Bart Madden and James Pinkerton suggest a new “free to choose” track for pharmaceuticals. Pharmaceuticals which showed initial effectiveness would be available for early sale but all treatment information under the early-sale program would have to be reported to an open-access database.
After a drug successfully passes safety trials and shows initial effectiveness in clinical trials—that is, the early steps—a drug developer could request that their drug be available for sale on a “free to choose” track (the developer could elect also to continue on the FDA clinical trial track). As a result, patients such as Matt Bellina would be able to access innovative new drugs up to seven years earlier than waiting for a final FDA decision. For patients given only a few years—or months—to live, seven years sooner could spell life, not death.
Under our proposal, a patient’s doctor would be required to submit treatment results and medical information such as a patient’s genetic data to the open-access database. Doctors and patients would get real-time updates about the benefits and side effects of any “free to choose” drug and be able to make informed decisions about an early use of these new drugs versus approved drugs.

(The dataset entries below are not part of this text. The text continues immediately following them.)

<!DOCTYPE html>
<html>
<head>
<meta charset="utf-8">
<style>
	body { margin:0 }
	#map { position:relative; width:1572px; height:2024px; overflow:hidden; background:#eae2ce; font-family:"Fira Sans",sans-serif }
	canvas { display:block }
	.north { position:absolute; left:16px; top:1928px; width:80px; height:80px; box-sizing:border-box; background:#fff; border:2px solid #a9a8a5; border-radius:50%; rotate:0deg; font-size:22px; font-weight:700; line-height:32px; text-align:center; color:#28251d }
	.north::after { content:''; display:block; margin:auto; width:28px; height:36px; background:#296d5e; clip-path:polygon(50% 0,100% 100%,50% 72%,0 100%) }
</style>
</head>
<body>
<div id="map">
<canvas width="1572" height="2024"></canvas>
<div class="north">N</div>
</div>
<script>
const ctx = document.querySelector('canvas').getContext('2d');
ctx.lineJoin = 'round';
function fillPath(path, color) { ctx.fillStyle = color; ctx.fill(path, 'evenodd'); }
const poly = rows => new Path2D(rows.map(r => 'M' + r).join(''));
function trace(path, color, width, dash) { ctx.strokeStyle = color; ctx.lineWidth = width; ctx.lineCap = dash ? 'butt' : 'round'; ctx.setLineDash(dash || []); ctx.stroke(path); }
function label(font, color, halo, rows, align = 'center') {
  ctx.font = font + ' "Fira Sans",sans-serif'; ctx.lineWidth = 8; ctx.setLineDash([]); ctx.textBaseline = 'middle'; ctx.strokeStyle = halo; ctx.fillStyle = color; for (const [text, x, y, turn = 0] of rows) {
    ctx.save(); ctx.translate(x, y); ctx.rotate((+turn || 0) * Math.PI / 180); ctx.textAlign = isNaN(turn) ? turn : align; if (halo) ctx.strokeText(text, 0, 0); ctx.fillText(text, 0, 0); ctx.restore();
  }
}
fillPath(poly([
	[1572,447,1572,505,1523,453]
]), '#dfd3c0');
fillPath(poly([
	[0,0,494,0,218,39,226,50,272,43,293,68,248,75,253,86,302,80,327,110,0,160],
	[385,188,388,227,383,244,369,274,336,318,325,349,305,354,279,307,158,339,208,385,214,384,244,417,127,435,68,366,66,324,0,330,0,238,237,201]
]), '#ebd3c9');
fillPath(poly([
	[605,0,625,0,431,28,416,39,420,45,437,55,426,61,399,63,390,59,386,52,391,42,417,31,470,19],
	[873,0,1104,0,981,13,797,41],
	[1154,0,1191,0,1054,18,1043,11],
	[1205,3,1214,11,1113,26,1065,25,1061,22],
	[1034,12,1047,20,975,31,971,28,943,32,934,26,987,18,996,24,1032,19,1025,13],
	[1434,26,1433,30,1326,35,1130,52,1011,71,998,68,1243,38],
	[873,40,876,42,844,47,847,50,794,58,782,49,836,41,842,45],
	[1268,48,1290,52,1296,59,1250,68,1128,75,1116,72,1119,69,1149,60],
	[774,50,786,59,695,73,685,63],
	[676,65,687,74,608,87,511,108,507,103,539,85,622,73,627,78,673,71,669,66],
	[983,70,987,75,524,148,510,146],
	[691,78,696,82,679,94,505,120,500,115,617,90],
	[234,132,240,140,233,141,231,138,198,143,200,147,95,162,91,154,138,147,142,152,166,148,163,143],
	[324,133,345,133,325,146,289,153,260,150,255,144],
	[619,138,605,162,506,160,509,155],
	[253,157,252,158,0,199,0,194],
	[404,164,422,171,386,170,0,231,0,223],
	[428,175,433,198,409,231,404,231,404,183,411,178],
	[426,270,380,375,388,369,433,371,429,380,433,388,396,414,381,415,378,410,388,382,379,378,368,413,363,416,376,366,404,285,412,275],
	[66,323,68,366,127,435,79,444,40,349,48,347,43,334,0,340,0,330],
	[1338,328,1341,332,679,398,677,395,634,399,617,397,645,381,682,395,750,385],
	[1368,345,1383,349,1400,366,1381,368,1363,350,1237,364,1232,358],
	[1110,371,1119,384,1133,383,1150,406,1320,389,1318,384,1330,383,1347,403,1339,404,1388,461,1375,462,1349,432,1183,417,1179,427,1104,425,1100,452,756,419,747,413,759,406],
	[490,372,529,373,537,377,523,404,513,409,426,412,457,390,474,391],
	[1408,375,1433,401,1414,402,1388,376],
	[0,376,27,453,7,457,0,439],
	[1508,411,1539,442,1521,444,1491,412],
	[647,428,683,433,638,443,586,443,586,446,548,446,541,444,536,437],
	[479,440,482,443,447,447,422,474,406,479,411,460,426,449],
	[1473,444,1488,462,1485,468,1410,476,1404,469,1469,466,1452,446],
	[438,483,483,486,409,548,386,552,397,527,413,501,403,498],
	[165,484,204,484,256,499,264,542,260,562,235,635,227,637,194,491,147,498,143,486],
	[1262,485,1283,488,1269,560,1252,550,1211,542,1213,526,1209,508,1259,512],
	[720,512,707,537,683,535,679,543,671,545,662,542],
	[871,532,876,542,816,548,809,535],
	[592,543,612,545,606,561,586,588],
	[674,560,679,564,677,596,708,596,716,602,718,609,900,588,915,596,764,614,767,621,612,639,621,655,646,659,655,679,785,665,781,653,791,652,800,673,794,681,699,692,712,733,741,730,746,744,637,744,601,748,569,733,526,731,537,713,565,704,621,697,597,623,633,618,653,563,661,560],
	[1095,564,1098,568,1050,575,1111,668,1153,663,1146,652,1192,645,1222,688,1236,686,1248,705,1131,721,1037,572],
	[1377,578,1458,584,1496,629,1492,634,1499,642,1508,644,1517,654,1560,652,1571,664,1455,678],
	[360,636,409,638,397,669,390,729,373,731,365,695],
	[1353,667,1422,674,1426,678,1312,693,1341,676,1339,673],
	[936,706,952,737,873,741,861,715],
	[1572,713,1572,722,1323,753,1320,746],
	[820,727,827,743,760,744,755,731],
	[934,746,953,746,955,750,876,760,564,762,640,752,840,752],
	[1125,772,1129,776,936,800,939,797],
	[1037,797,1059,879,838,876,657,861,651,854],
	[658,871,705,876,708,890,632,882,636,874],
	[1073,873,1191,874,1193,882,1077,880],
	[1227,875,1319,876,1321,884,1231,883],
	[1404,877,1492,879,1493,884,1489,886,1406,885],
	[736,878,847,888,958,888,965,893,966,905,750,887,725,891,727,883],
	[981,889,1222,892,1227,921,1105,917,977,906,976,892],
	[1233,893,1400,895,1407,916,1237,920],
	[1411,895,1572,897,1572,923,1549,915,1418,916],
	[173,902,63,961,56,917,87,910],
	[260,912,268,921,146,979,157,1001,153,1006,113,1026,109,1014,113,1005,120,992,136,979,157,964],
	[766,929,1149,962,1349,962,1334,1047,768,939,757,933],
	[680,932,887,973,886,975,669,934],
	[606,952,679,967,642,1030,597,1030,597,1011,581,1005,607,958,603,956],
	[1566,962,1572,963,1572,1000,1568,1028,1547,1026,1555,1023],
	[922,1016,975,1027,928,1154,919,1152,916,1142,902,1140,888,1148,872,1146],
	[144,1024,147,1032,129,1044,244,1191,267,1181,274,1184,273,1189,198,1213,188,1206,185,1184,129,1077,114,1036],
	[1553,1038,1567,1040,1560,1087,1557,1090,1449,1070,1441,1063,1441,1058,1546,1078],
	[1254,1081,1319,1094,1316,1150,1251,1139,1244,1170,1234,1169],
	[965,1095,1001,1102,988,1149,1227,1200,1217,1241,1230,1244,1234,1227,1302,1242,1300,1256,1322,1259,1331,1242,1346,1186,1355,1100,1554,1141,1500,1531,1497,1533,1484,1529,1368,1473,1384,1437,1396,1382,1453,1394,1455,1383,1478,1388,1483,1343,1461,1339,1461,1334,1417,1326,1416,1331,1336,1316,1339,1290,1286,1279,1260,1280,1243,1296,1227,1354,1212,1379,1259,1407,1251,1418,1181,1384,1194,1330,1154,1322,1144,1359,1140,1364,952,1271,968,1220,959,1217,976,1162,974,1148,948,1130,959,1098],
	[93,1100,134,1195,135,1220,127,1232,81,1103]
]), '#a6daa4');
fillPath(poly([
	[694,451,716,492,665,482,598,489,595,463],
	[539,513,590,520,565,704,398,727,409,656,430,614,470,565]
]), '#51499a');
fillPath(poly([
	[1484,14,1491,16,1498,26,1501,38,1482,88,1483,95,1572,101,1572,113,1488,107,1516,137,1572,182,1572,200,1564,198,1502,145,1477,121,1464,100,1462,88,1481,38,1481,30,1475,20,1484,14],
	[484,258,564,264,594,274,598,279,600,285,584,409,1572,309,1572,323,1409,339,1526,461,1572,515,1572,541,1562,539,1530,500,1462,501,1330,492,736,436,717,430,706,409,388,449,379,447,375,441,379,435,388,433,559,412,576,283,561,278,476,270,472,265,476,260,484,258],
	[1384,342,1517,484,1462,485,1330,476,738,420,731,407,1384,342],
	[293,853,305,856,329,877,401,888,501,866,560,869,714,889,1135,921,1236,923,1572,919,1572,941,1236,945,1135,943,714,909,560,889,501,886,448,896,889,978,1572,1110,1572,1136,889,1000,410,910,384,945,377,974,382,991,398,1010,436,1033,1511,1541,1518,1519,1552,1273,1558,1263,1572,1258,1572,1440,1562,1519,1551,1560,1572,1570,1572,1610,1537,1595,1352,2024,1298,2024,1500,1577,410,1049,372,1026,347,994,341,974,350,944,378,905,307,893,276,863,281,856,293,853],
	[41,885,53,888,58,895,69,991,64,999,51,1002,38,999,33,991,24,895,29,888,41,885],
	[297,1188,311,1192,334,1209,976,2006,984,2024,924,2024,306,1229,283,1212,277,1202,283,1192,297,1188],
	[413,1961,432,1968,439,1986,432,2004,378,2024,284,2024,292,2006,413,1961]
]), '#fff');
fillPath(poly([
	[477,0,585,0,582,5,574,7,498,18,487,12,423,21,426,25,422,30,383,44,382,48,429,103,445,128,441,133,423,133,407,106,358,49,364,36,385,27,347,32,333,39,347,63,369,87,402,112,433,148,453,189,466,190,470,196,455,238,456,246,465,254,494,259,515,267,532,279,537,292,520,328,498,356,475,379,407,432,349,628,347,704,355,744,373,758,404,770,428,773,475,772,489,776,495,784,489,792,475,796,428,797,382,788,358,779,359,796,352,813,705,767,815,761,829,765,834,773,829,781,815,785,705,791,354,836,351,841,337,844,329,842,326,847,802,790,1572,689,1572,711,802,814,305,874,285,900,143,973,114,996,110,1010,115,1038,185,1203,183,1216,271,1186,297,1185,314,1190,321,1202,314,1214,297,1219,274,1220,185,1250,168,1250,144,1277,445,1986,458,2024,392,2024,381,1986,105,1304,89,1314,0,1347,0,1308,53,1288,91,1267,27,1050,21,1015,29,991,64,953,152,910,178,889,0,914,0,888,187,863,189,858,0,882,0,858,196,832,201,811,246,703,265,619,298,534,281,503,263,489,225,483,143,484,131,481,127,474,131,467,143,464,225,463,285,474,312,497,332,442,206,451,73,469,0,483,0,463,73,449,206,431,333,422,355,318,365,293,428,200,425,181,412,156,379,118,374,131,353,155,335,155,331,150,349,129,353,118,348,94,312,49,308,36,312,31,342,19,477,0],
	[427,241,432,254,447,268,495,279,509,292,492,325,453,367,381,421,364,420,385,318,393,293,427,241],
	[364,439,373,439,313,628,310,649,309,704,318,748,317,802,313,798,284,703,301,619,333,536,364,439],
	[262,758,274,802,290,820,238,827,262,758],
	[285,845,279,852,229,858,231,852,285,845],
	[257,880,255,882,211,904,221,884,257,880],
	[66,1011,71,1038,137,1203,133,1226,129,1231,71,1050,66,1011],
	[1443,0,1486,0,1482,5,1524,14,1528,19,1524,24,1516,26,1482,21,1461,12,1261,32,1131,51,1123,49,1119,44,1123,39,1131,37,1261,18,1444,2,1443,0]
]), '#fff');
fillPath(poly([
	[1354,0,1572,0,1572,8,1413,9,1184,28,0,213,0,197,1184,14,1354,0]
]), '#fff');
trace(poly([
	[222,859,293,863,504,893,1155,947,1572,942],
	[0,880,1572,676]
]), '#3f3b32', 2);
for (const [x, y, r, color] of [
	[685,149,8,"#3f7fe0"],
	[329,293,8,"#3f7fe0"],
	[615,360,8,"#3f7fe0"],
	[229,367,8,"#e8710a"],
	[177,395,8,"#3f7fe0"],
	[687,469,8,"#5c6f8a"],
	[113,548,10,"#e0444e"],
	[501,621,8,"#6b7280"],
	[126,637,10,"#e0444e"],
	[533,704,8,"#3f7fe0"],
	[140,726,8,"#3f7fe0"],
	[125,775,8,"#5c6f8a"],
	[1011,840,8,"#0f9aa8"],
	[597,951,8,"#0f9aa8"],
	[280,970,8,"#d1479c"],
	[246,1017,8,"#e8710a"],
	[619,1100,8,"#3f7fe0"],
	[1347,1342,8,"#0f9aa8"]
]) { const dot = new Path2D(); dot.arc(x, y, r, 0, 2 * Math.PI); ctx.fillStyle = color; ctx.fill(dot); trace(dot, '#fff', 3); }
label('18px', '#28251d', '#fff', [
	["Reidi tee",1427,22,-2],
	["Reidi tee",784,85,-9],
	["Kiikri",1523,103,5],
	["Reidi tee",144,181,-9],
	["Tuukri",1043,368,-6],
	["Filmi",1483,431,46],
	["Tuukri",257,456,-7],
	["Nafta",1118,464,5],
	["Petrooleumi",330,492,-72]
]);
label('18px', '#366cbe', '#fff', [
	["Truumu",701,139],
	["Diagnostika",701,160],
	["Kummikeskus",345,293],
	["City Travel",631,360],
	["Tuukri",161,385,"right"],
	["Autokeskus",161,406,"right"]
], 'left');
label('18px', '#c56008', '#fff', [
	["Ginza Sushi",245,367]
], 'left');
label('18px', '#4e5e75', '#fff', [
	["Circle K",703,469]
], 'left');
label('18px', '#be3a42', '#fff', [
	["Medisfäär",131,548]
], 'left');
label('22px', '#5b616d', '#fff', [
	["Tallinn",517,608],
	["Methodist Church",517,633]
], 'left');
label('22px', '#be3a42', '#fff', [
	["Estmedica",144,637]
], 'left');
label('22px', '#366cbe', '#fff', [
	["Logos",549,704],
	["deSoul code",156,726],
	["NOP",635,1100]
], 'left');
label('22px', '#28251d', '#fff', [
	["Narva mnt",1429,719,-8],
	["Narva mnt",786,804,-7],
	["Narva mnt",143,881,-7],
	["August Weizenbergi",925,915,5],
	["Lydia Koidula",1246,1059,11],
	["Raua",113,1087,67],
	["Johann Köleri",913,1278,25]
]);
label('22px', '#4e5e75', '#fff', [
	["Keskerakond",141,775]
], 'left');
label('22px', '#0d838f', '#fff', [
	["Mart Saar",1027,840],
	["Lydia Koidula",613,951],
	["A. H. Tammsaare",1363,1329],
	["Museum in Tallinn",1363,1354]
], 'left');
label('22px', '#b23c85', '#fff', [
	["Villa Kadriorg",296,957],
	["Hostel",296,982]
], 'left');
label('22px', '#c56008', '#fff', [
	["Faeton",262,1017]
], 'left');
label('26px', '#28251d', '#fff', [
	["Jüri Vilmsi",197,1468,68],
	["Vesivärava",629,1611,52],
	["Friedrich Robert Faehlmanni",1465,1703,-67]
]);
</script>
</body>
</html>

We might bear in mind that clinical trials involve patients who are mostly similar. On the other hand, because the “free to choose” option would be available to everyone, new insights would be obtained about how a drug performs for a far broader range of patients. These insights would better inform the biopharmaceutical industry, leading, in turn, to better allocation of research funds and faster innovation.
Bart’s excellent book Free to Choose Medicine has more on the proposal, which I think would speed drugs to patients and increase pharmaceutical research and development. Do note that I hold the Bartley J. Madden chair in economics at Mercatus at GMU and I have my biases.